───── Input records
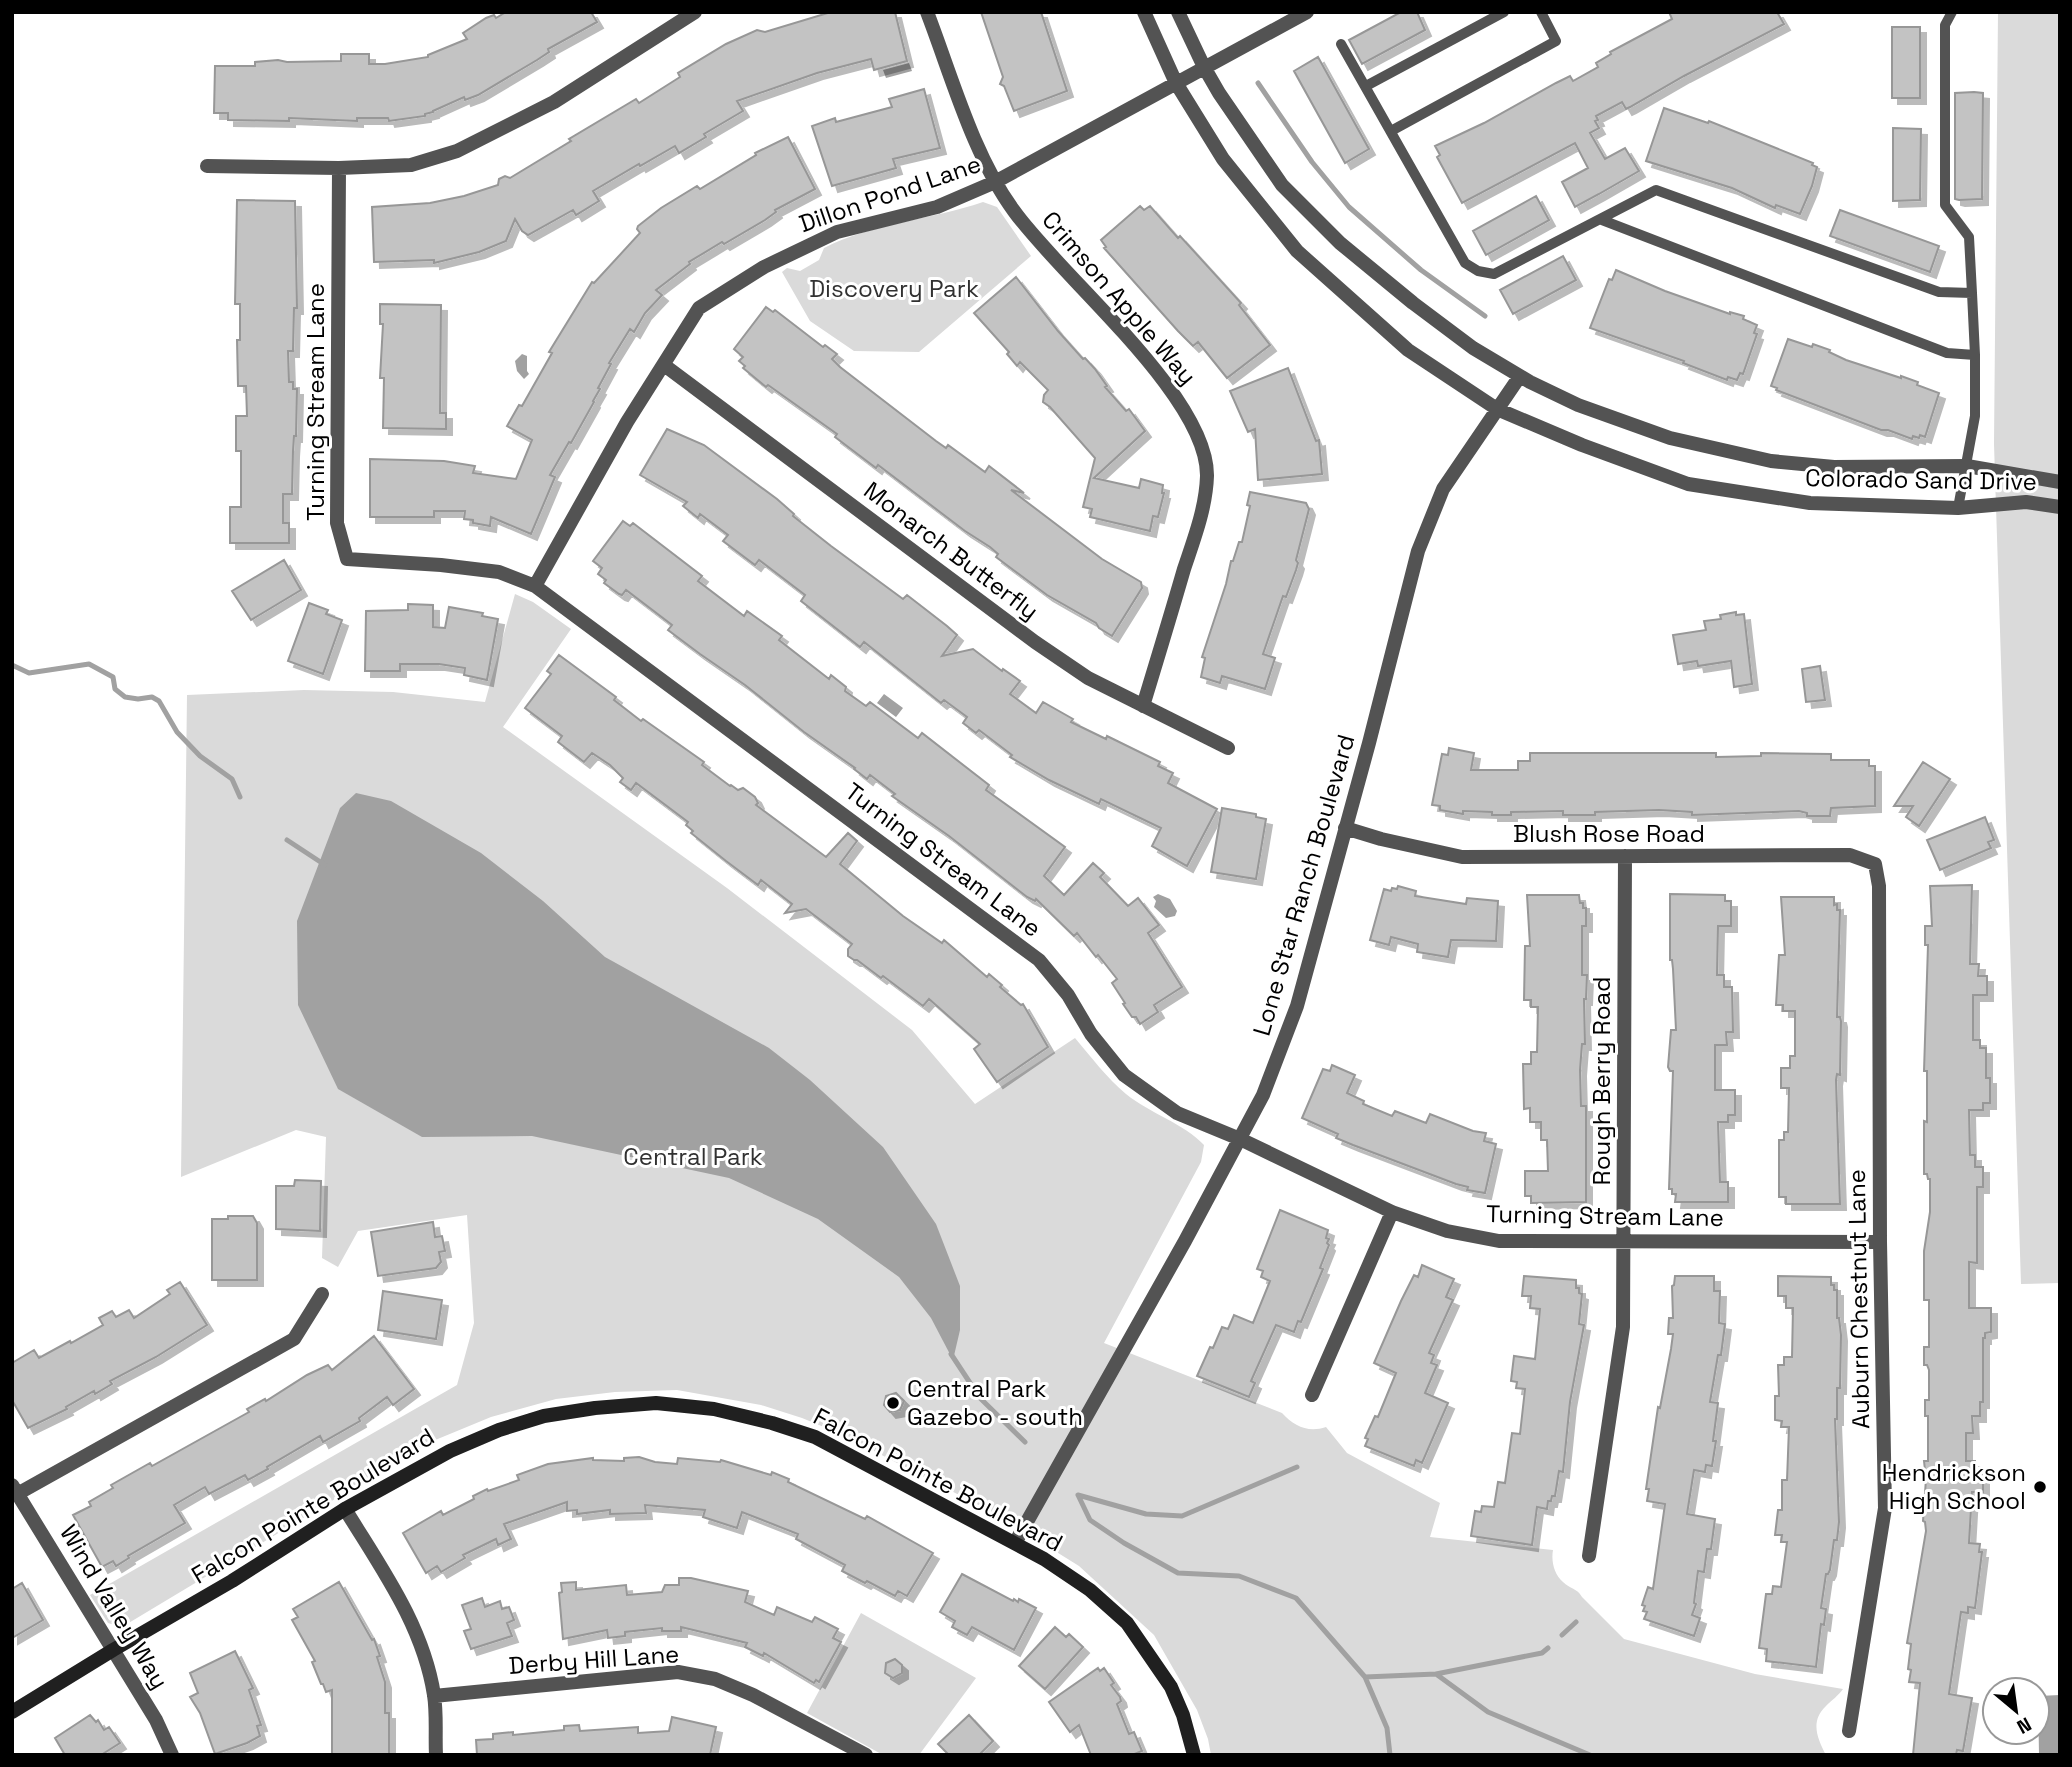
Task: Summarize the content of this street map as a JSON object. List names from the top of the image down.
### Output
{
  "streets": {
    "street": [
      "Dillon Pond Lane",
      "Crimson Apple Way",
      "Turning Stream Lane",
      "Colorado Sand Drive",
      "Monarch Butterfly",
      "Blush Rose Road",
      "Lone Star Ranch Boulevard",
      "Rough Berry Road",
      "Auburn Chestnut Lane",
      "Falcon Pointe Boulevard",
      "Wind Valley Way",
      "Derby Hill Lane"
    ]
  },
  "crossings": [
    ["Dillon Pond Lane", "Crimson Apple Way"],
    ["Dillon Pond Lane", "Turning Stream Lane"],
    ["Dillon Pond Lane", "Colorado Sand Drive"],
    ["Dillon Pond Lane", "Monarch Butterfly"],
    ["Crimson Apple Way", "Monarch Butterfly"],
    ["Turning Stream Lane", "Lone Star Ranch Boulevard"],
    ["Turning Stream Lane", "Rough Berry Road"],
    ["Turning Stream Lane", "Auburn Chestnut Lane"],
    ["Colorado Sand Drive", "Lone Star Ranch Boulevard"],
    ["Blush Rose Road", "Lone Star Ranch Boulevard"],
    ["Blush Rose Road", "Rough Berry Road"],
    ["Blush Rose Road", "Auburn Chestnut Lane"],
    ["Lone Star Ranch Boulevard", "Falcon Pointe Boulevard"],
    ["Falcon Pointe Boulevard", "Wind Valley Way"]
  ],
  "parks": ["Discovery Park", "Central Park"],
  "places": ["Central Park Gazebo - south", "Hendrickson High School"],
  "north": "bottom right"
}
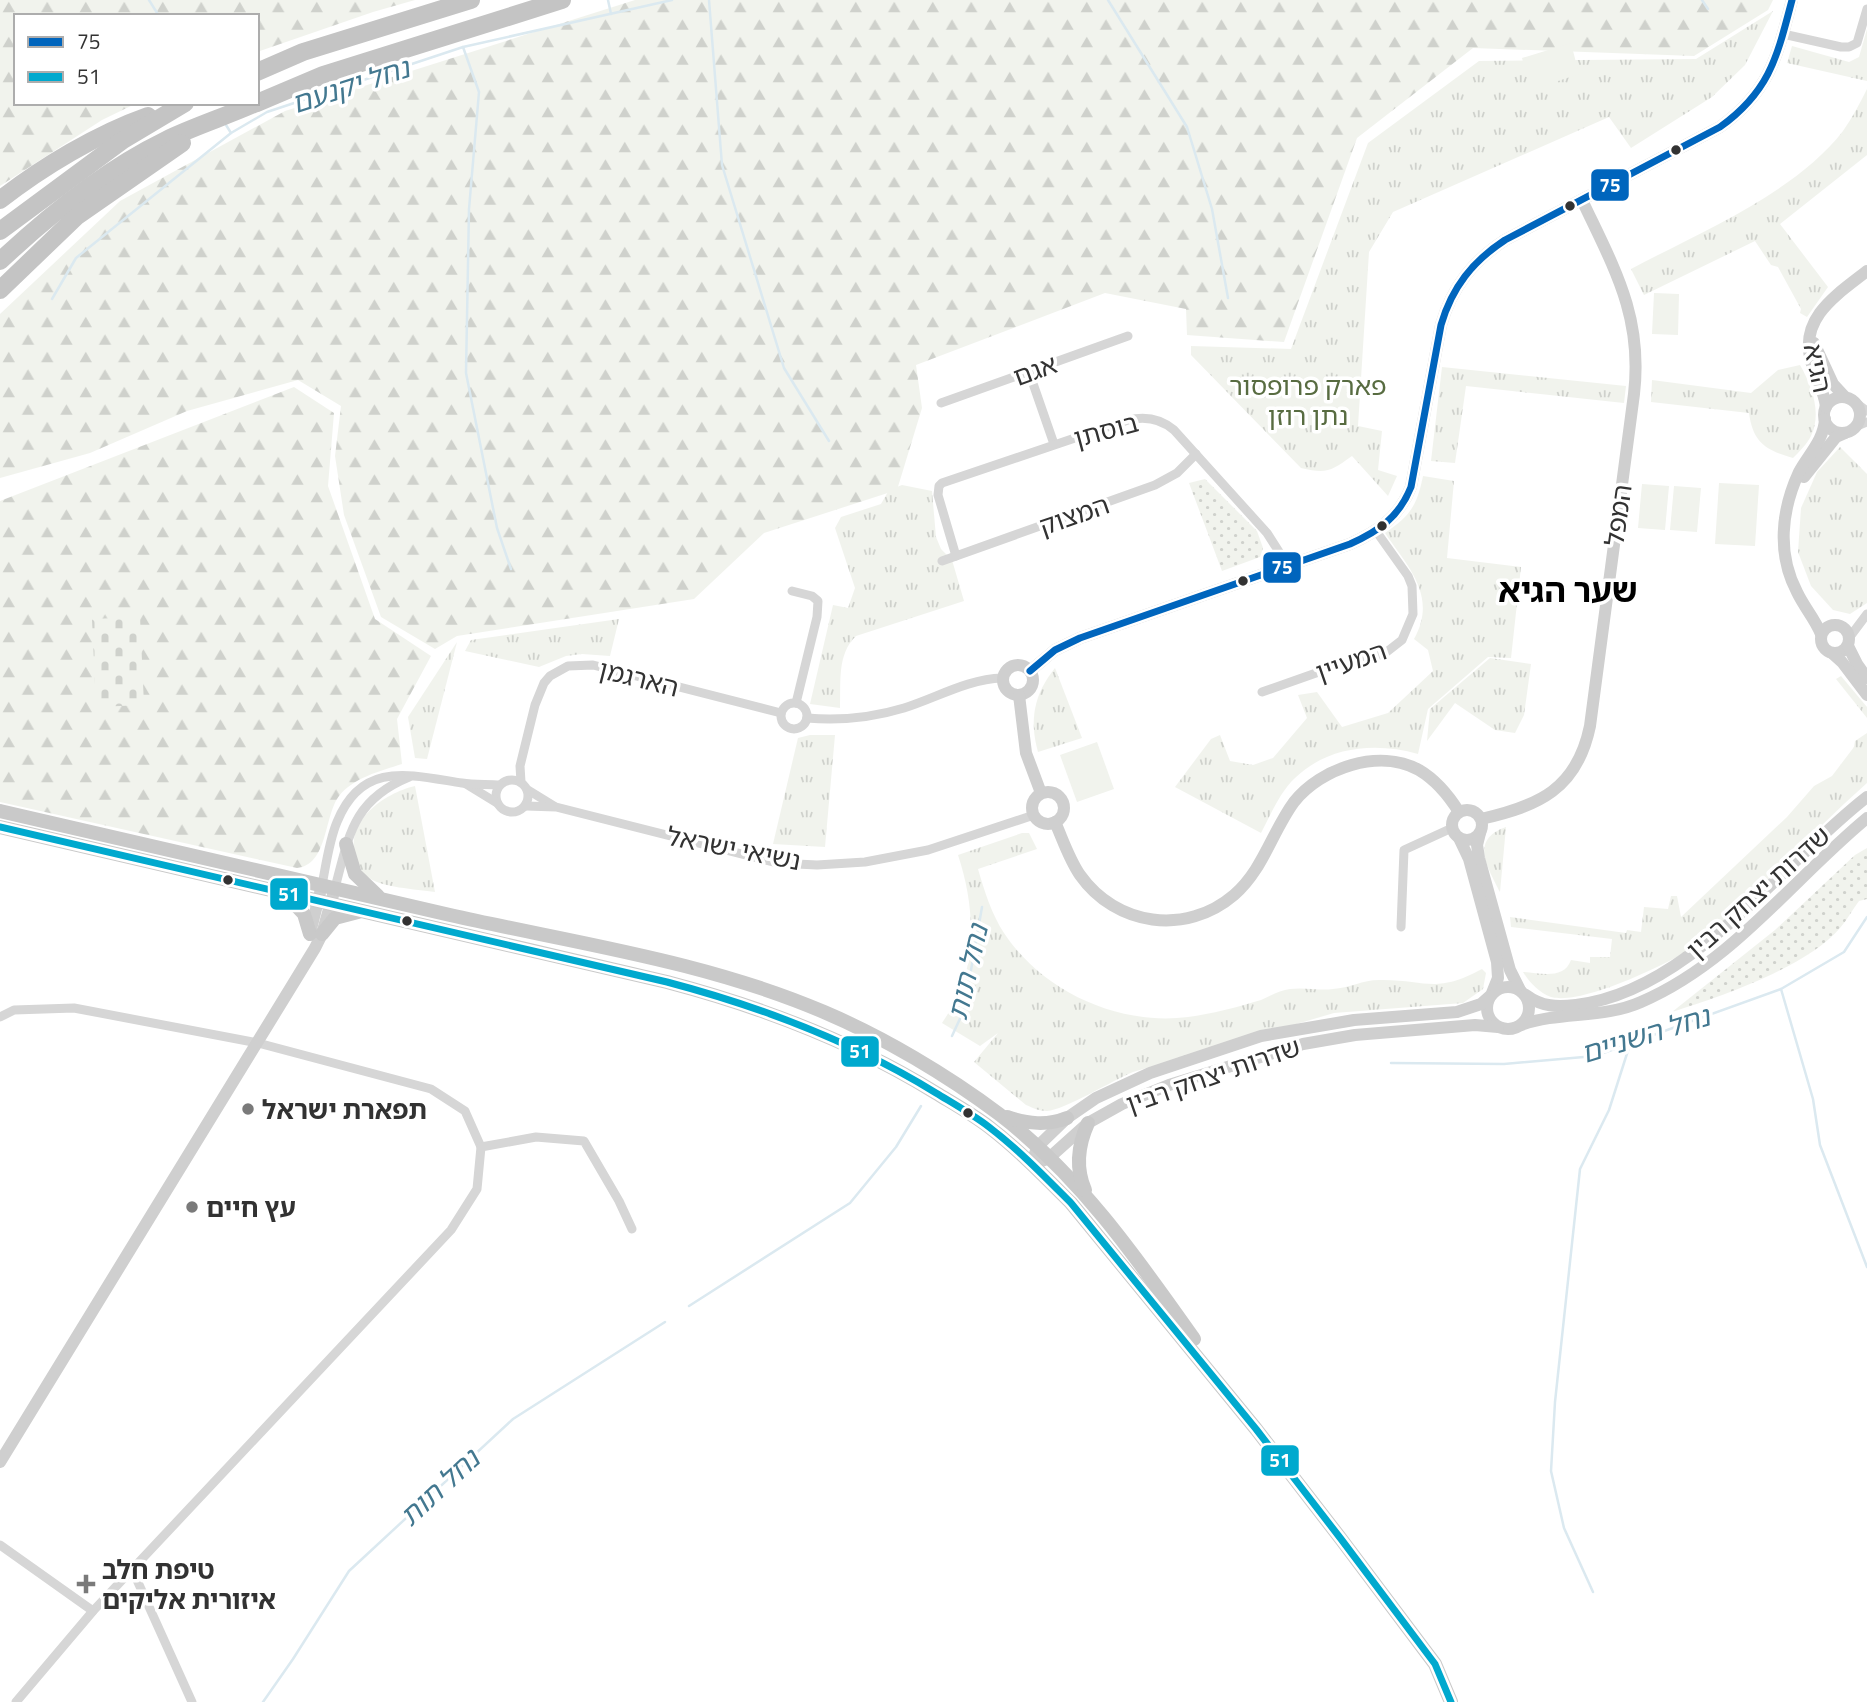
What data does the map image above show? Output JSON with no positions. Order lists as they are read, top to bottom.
{
  "streets": {
    "street": [
      "הגיא",
      "אגם",
      "בוסתן",
      "המצוק",
      "המפל",
      "המעיין",
      "הארגמן",
      "נשיאי ישראל",
      "שדרות יצחק רבין"
    ]
  },
  "crossings": [
    ["בוסתן", "המצוק"],
    ["הארגמן", "נשיאי ישראל"]
  ],
  "districts": ["שער הגיא"],
  "water": ["נחל יקנעם", "נחל תות", "נחל השניים"],
  "parks": ["פארק פרופסור נתן רוזן"],
  "places": {
    "other": ["תפארת ישראל", "עץ חיים"],
    "health": ["טיפת חלב איזורית אליקים"]
  },
  "lines": ["transit line 75", "transit line 51"],
  "legend": ["75", "51"]
}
──────────
▸ **Task objective**
Keep the pictures out while you retype all of the data above exactly as it appears.

▸ **Worked solution**
Task: Summarize the content of this street map as a JSON object. List names from the top of the image down.
### Output
{
  "streets": {
    "street": [
      "Dillon Pond Lane",
      "Crimson Apple Way",
      "Turning Stream Lane",
      "Colorado Sand Drive",
      "Monarch Butterfly",
      "Blush Rose Road",
      "Lone Star Ranch Boulevard",
      "Rough Berry Road",
      "Auburn Chestnut Lane",
      "Falcon Pointe Boulevard",
      "Wind Valley Way",
      "Derby Hill Lane"
    ]
  },
  "crossings": [
    ["Dillon Pond Lane", "Crimson Apple Way"],
    ["Dillon Pond Lane", "Turning Stream Lane"],
    ["Dillon Pond Lane", "Colorado Sand Drive"],
    ["Dillon Pond Lane", "Monarch Butterfly"],
    ["Crimson Apple Way", "Monarch Butterfly"],
    ["Turning Stream Lane", "Lone Star Ranch Boulevard"],
    ["Turning Stream Lane", "Rough Berry Road"],
    ["Turning Stream Lane", "Auburn Chestnut Lane"],
    ["Colorado Sand Drive", "Lone Star Ranch Boulevard"],
    ["Blush Rose Road", "Lone Star Ranch Boulevard"],
    ["Blush Rose Road", "Rough Berry Road"],
    ["Blush Rose Road", "Auburn Chestnut Lane"],
    ["Lone Star Ranch Boulevard", "Falcon Pointe Boulevard"],
    ["Falcon Pointe Boulevard", "Wind Valley Way"]
  ],
  "parks": ["Discovery Park", "Central Park"],
  "places": ["Central Park Gazebo - south", "Hendrickson High School"],
  "north": "bottom right"
}
What data does the map image above show? Output JSON with no positions. Order lists as they are read, top to bottom.
{
  "streets": {
    "street": [
      "הגיא",
      "אגם",
      "בוסתן",
      "המצוק",
      "המפל",
      "המעיין",
      "הארגמן",
      "נשיאי ישראל",
      "שדרות יצחק רבין"
    ]
  },
  "crossings": [
    ["בוסתן", "המצוק"],
    ["הארגמן", "נשיאי ישראל"]
  ],
  "districts": ["שער הגיא"],
  "water": ["נחל יקנעם", "נחל תות", "נחל השניים"],
  "parks": ["פארק פרופסור נתן רוזן"],
  "places": {
    "other": ["תפארת ישראל", "עץ חיים"],
    "health": ["טיפת חלב איזורית אליקים"]
  },
  "lines": ["transit line 75", "transit line 51"],
  "legend": ["75", "51"]
}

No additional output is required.